This thesis presents contributions to the field of point-of-care (POC) testing through the identification of novel biosensing technologies for the detection of stress-related proteins and monitoring of DNA amplification procedures in real-time. The studies presented herein successfully demonstrated proof-of-concept cases using interdigitated microelectrode arrays (IMEAs) and graphene field-effect transistors (GFETs) for POC applications.

IMEAs were utilized to fabricate a conductometric biosensor for label-free, time-point, DNA loop-mediated isothermal amplification (LAMP) detection. The incorporation of Au nanoislands between the electrodes resulted in a notable increase in sensor sensitivity (51.3%, 200%, and 48.5% enhancement for acidic, neutral, and basic solutions, respectively). Moreover, the presence of these nanoislands substantially improved sensor sensitivity during LAMP time-point detection, resulting in a near doubling of current outputs at 200 mV. These findings suggest that IMEA biosensors equipped with nanoislands offer a viable approach for pH sensing applications and end-point detection of LAMP amplification, using label-free, cost- effective, and readily scalable POC testing devices.

Secondly, a flexible GFET biosensor was developed for detecting the neuropeptide Y (NPY) biomarker in artificial sweat with high sensitivity and specificity. The biosensor utilized a polyimide flexible substrate and graphene functionalized with NPY-specific antibodies. NPY is an important biomarker associated with stress levels. The developed biosensor was capable of detecting NPY concentrations as low as 1 pM and exhibited a linear response within the concentration range of 1 pM to 1 μM, with a correlation coefficient of approximately 0.99. This proof-of-concept device represents a potential breakthrough for the development of flexible POC devices for real-time consumer stress monitoring.
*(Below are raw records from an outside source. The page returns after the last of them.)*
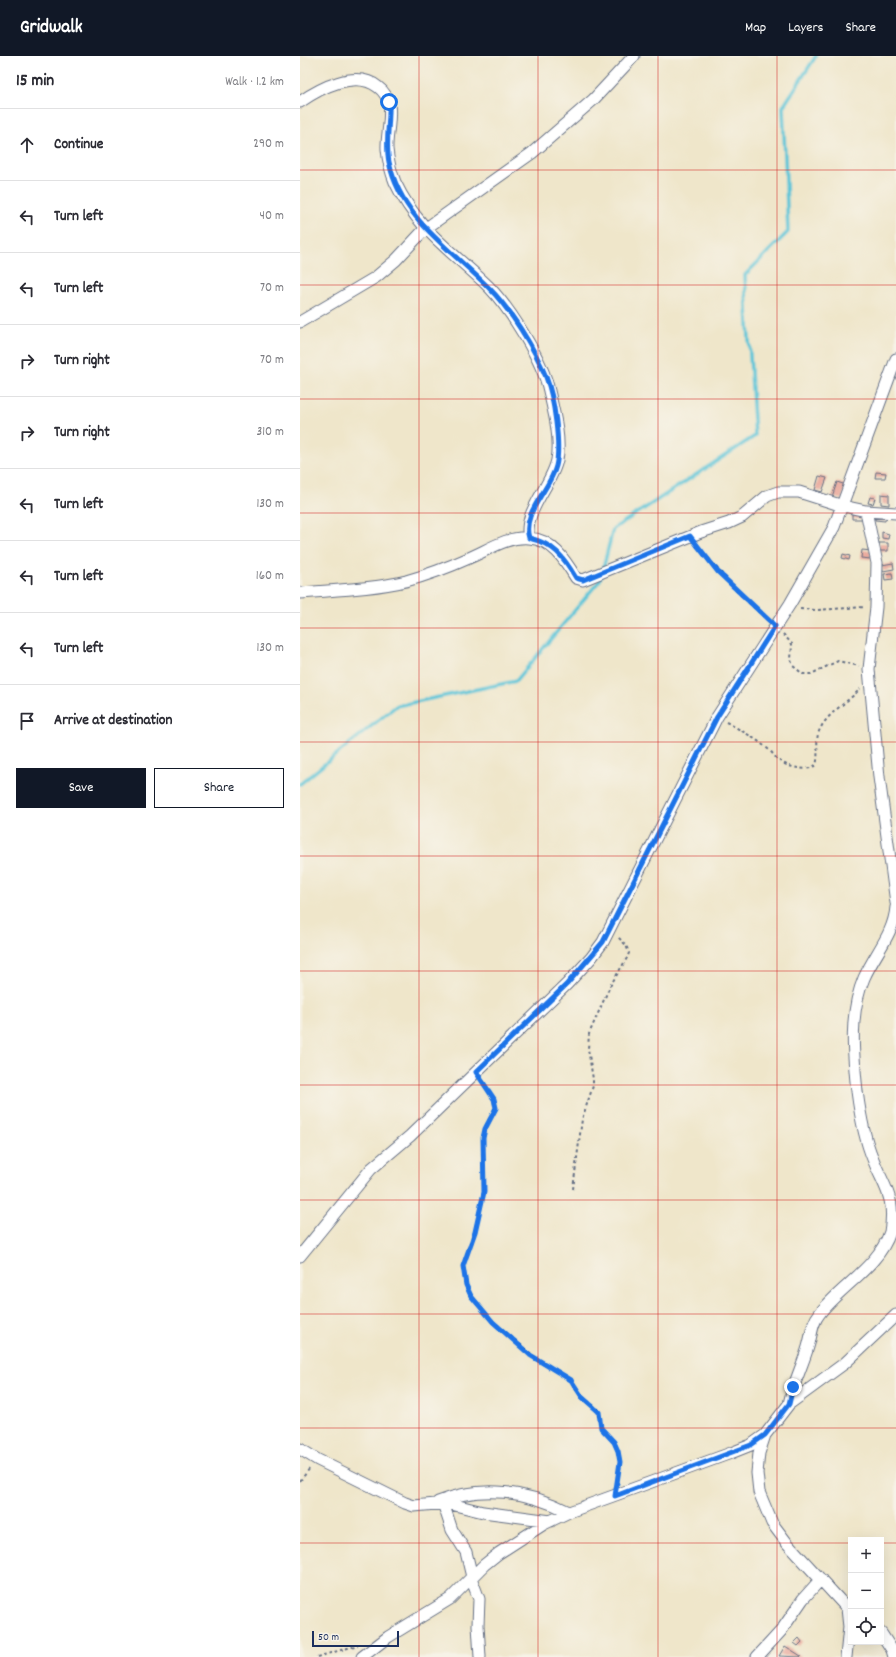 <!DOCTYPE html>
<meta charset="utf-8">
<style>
:root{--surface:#fff;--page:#f7f7f7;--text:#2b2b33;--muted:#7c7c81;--line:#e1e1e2;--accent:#111827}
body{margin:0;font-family:Dekko,sans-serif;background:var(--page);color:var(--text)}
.controls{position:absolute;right:12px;bottom:12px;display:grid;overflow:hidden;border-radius:0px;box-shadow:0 4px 16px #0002}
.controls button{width:36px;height:36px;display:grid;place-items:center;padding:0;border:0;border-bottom:1px solid var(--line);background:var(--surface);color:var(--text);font:20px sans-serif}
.scale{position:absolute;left:12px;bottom:10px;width:87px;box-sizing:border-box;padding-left:4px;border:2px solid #1b2f5e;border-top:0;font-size:11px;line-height:14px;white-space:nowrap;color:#1b2f5e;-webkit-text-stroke:3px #f7f3e8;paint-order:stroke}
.stop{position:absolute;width:12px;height:12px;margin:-9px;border:3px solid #1a73e8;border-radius:50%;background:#fff}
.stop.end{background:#1a73e8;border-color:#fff;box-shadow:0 1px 4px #0008}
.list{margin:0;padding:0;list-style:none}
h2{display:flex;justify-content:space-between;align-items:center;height:52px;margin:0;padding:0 16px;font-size:17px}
h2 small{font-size:13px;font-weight:400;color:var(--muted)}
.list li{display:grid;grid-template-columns:26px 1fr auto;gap:12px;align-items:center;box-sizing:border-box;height:72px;padding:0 16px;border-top:1px solid var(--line)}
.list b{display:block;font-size:15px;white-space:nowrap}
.list em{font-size:13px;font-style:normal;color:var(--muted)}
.actions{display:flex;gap:8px;padding:12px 16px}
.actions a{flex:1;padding:9px 0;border:1px solid var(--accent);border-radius:0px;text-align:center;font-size:14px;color:var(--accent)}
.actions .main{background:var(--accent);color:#fff}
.icon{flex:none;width:22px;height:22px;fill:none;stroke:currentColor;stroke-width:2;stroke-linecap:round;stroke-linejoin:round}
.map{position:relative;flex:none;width:596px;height:1601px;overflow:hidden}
header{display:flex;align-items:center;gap:24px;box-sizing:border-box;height:56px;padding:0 20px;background:var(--accent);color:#fff}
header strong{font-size:19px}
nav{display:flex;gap:22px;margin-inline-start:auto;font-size:14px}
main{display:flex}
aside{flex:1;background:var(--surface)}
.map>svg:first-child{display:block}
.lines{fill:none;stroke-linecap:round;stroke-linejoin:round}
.stream{stroke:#5cc5d8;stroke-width:3.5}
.building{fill:#e79f92}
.minor-casing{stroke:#656f84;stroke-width:13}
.path{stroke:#656f84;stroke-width:2;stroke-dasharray:3 3;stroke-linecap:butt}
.minor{stroke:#fff;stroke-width:11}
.route{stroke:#1a73e8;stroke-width:5}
.grid{fill:none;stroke:#d62828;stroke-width:1;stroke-opacity:0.55}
</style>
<header>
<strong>Gridwalk</strong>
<nav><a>Map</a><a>Layers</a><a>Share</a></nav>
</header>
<main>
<aside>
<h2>15 min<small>Walk · 1.2 km</small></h2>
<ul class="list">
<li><svg class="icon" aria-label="ahead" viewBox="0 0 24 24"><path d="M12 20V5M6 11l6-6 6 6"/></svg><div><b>Continue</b></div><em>290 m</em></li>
<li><svg class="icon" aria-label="left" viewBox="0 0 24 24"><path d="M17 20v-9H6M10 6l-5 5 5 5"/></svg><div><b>Turn left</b></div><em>40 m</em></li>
<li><svg class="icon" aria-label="left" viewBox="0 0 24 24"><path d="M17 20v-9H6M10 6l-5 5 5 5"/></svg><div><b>Turn left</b></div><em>70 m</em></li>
<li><svg class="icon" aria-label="right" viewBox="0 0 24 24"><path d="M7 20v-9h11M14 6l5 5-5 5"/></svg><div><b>Turn right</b></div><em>70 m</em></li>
<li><svg class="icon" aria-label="right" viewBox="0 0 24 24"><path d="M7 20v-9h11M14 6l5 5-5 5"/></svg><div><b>Turn right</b></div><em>310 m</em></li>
<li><svg class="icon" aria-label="left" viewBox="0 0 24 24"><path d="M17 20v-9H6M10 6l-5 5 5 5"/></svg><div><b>Turn left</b></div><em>130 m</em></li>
<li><svg class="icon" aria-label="left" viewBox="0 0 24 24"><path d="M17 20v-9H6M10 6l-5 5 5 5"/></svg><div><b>Turn left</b></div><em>160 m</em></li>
<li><svg class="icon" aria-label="left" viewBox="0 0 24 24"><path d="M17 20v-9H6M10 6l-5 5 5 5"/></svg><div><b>Turn left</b></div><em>130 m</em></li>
<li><svg class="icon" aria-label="arrive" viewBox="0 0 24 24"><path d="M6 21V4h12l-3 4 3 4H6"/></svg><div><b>Arrive at destination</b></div></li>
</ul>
<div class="actions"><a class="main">Save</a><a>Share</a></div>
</aside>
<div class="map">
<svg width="596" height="1601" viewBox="0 0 596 1601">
<rect width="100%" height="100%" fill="#f7f3e8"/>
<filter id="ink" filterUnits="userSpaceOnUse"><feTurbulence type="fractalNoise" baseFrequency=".025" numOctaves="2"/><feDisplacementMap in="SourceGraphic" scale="8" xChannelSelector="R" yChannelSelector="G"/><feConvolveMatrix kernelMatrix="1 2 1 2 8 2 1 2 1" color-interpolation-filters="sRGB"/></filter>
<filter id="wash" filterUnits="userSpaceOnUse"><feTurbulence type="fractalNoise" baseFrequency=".012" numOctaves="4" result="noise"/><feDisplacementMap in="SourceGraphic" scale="16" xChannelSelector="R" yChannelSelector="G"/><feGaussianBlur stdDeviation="0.9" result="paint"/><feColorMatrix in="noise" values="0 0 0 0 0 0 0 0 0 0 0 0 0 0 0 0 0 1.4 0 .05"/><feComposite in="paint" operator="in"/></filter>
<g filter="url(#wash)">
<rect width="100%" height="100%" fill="#efe6ca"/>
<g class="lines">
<path class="stream" d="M 303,513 L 313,473 L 455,380 L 445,219 L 488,176 L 483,51 L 516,0
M 0,728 L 96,650 L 216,625 L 300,524 L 301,519"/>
</g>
<g id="blocks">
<path class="building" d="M 576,416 L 586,417 L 585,422 L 575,422 Z
M 519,420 L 527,422 L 522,436 L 515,434 Z
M 537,426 L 546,429 L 542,444 L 532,441 Z
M 581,438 L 589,439 L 589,449 L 581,448 Z
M 570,441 L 575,442 L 573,448 L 568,447 Z
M 552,458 L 564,458 L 563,463 L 552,463 Z
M 575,459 L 586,459 L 585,465 L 575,464 Z
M 582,476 L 589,478 L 588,483 L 582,482 Z
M 579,487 L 588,487 L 588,495 L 579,495 Z
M 562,494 L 571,495 L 571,503 L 561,502 Z
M 543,498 L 550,500 L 549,504 L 542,502 Z
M 593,507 L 594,513 L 583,515 L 582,509 Z
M 592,517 L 593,523 L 585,524 L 584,518 Z
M 499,1582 L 502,1586 L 498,1590 L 494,1587 Z
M 485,1590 L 501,1600 L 500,1601 L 479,1600 Z"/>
</g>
</g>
<g filter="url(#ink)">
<use href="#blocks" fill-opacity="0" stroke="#656f84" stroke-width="1"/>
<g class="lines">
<g class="minor-casing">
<path id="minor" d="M 0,46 C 20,32 56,13 78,31 C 98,45 86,73 87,93 C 88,104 91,116 95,126 C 118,175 152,195 189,231 C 211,254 243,305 249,335 C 254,356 261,383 257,404 C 252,429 222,457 229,482
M 0,266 L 76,221 L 96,204 L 125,173 L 232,97 L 293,44 L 334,0
M 566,455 L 577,507 L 576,551 L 569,613 L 579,721 L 596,847
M 0,537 C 35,534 72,533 106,525 C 128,519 149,511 169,502 C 188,494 207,480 229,482 C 252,483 265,504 276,522 L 283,524 L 401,476 L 429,467 L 442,461 L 467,440 L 478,436 L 499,436 L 543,450 L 566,455 L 596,457
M 0,1200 L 71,1113 L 110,1080 L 267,928 L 291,902 L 303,886 L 417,661 L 490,548 L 534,471 L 596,303
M 489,1348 C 493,1328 502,1311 508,1291 C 512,1279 511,1268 520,1257 C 541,1230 579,1210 590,1176 C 596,1140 584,1132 573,1103 C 564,1082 560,1058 557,1035 C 553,998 549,957 564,922 C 575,897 594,878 596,851
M 0,1393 L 18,1404 L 105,1447 L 114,1450 L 147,1447 L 183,1456 L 251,1465
M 138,1446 C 182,1428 228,1435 269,1456
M 143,1447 L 152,1474 L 166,1496 L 172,1521
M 171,1522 L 179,1543 L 178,1569 L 180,1601
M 581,1577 L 592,1594 L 594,1601
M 62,1601 L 88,1581 L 150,1543 L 184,1509 L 199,1497 L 244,1468 L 269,1456 L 431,1397 L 451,1389 L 465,1379
M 457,1601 L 481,1575 L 503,1543 L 521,1523
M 546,1601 L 549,1571 L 547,1552 L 487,1487 L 472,1467 L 459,1436 L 457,1417 L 459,1397 L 465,1379 L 489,1348 L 545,1307 L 596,1259"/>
</g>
<path class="path" d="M 396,489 L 438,536 L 468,564
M 500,553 L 516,554 L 565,551
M 483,578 L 492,588 L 491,604 L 493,610 L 503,618 L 511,618 L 538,605 L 559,610
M 426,666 C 441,674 455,682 468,693 C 473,697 476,703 481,706 C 488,711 511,717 516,708 C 519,702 516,686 518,678 C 524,659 547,647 560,633
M 182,1025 L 194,1043 L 195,1052 L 185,1073 L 183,1082 L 184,1136 L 175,1176 L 163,1210 L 166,1229 L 171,1240 L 193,1266 L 238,1304 L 271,1324 L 282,1341 L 297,1353 L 301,1372 L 314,1386 L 318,1395 L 320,1406 L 317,1427
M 273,1133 L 282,1063 L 293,1030 L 293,1023 L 288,993 L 289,978 L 310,930 L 327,902 L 329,897 L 326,889 L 318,881
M 0,1425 L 10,1412
M 17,1601 L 58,1589"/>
<use href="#minor" class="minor"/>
</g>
</g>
<g class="lines" filter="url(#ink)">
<path class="route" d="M 89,46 C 90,66 85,87 89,106 C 101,163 151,193 189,232 C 210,253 235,293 246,321 C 254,341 261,389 256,410 C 250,434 221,457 229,482 C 254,488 263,500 276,522 L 283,524 L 390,480 L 418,516 L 475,570 L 417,661 L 303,886 L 267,928 L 176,1016 L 194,1043 L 196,1052 L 185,1073 L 183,1082 L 184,1136 L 175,1176 L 163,1210 L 166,1229 L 171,1240 L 193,1266 L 230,1299 L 271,1324 L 282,1341 L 299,1356 L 301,1372 L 314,1386 L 318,1395 L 320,1406 L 315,1440 L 451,1389 L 465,1379 L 489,1348 L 493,1331"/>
</g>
<path class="grid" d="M 119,0 L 119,1601M 238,0 L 238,1601M 358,0 L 358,1601M 477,0 L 477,1601M 0,114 L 596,114M 0,229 L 596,229M 0,343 L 596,343M 0,457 L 596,457M 0,572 L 596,572M 0,686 L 596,686M 0,800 L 596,800M 0,915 L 596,915M 0,1029 L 596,1029M 0,1144 L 596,1144M 0,1258 L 596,1258M 0,1372 L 596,1372M 0,1487 L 551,1487M 581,1487 L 596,1487"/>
</svg>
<div class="controls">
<button>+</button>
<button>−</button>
<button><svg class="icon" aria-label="locate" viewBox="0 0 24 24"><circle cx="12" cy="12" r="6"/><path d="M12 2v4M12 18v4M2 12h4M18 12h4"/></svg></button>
</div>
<div class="scale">50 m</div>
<div class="stop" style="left:89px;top:46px"></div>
<div class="stop end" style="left:493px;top:1331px"></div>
</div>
</main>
The final part of this research was focused on developing GFET-based biosensors for real-time monitoring of LAMP reactions, with an ultimate goal of integrating these biosensors into LAMP-based POC diagnostics. The development of a pH-dependent LAMP master mix was necessary to overcome the challenge of detecting pH changes during the amplification process. The successful development of this master mix provided the foundation for the subsequent assay design and optimization for the detection of the N-acetyltransferase 2 (NAT2) gene. The GFET biosensors were evaluated for their ability to detect changes in the amplification process with a shift in the Dirac point of 150 mV for the 30 min reaction, indicating production of amplified products from the NAT2 template. The biosensors were further evaluated for real-time monitoring of LAMP reaction progress and were capable of detecting amplified products in real-time through detection of changes in pH values, as evidenced by a decrease of about 20% in drain current. This research highlights the potential of GFET-based biosensors for the real-time monitoring of LAMP reactions, which could have significant implications for the development of more efficient and accurate POC diagnostic tools.